Beware of Business Plan Writers Who Oversell 0

Entrepreneurs, beware of business plan writers who oversell. There are people who sell business plan writing as if the business plan itself — the formatting, the structure, the editing, the production values — will or won’t get investment. And that’s not true.

Bigstock fraud lying

Nobody real will invest or not invest because of the production values of a document. Investment is about the opportunity and the people executing it. The business plan is necessary, yes, but what matters is its content. That means milestones, metrics, strategy, history, progress made, the people in charge, defensibility, and scalability.

Yesterday I posted a rant about finders fees as a business model on the blog at gust.com. Yes, I dislike people who sell introductions, connecting a startup to potential investors for a piece of the action.
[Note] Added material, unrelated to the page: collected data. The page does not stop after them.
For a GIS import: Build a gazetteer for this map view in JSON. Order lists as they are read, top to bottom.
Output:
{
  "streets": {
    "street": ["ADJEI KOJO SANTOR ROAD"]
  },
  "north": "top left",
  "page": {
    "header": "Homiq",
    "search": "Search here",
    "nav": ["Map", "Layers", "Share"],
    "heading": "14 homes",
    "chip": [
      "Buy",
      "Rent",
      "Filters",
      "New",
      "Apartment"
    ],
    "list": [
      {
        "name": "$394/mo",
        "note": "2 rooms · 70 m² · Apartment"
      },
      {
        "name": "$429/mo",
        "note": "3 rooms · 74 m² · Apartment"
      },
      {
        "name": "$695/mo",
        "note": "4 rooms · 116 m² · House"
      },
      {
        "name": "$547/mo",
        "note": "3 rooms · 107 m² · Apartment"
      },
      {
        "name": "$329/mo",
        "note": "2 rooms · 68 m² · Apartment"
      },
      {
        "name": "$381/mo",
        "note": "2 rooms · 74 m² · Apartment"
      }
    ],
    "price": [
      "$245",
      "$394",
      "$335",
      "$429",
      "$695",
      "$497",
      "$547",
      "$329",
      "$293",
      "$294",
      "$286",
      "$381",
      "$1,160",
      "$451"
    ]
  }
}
If I charge you a fee for an introduction am I not implying that I’ve added economic value? Do you not feel cheated if the investor doesn’t like your deal? Am I promising, ahead of time, something that I really can’t control and can’t deliver?

Some of the business writers do the same thing as the ethically shady finders-fee people: they promise, ahead of time, something they really can’t control and can’t deliver. They use the lure of investment to reel in hopeful entrepreneurs like fish on a hook.

This was the fifth year in a row I’ve invested with a local angel investment group, and I see the role of the plan is the same as it was 12 years ago when I raised VC money for my company, and even before that, when I was consulting to VCs. Here is how it goes:

  • The business plan is like the screenplay for the pitch. You can’t have a good pitch without a plan in the background.
  • Investors will eliminate deals after looking at the summaries and the pitch only, without turning to the detail of the plan.
  • Investors almost never invest in a deal without reading and reviewing a business plan.
  • Investors don’t invest in business plans. They invest in opportunities and people.
  • The plan is a necessary but not sufficient condition. Which means that you can’t get investment without a business plan, but having a business plan doesn’t mean you will get investment.
  • The business plan process is vital, but the plan has to be kept alive and reviewed and revised often. It’s shelf life is a few weeks at best.